By lunch time she will rouse and come looking for one of us in hopes of getting some food. She will growl and do a dance at my feet to get my attention until I give her a treat. She may hang out indoors or Kim might take her out to the garage to sit in the sun, but by mid-afternoon she is once again spent and in desperate need of another nap. Her favorite napping occurs on the bed with Kim when Kim goes in for an afternoon nap. She sprawls herself out over my half of the bed and is at her most content of the whole day. Dinner time is a big event and it too is followed by another nap before its eye drop/ treat and then bed time again.
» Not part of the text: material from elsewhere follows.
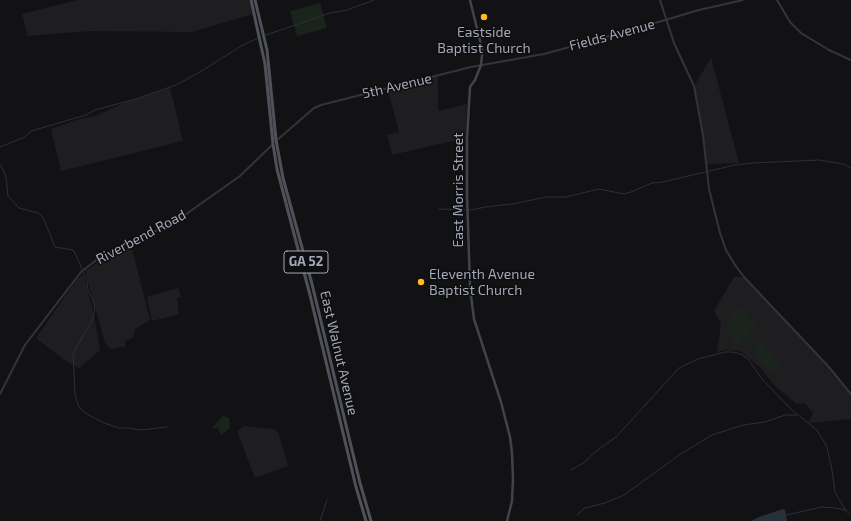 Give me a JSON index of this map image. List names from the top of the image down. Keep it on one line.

That is her routine and her day. Betty gets that changed up if we need to take her somewhere or she needs to just go with us somewhere we are headed. She doesn’t love the car, but it quickly becomes another place to nap in her car bed. On cross-country trips she can easily spend sixteen hours in there with only a few breaks to pee or stretch.
No matter what time of the day I see Betty, she is in some degree of disorientation. If I pull up next to her when she and Kim are out for a walk, she stares off wondering what’s going on. If I come home and it wakes her up, once she realizes I am not Kim, she is at a loss for what to do or where to go next. The only bit of concentration I see in her is when I have food of some sort. She is then absolutely rapt with attention and will even jump up half way onto the sofa to make sure I know that she is ready for a bite of whatever I have. I know that’s what dogs do, but Betty has raised it all to a fine art. Now whenever I see her, my first reaction is that she is a ragamuffin. She always looks slightly unkempt and hazy. Her right snuggle tooth just adds to that affect and she occasionally forgets to put her tongue all the way into her mouth so its stuck out ever so slightly. Maybe in the Jamaican sense she learned all this when she had to tough it out on the streets of L.A., maybe she’s just old and not altogether there at any moment. But I think she is just a ragamuffin at heart and lucky for her we respect that about her and are more than willing to put up with her eccentricities. Betty, Betty, Betty…
Betty is so lucky to have found you and Kim. I feel the same way about my 13-year old dog. I have had her for 2-1/2 years and all she likes to do is sleep and eat, and occasionally she’ll take a hike with us. We want to give her a good life in her senior years.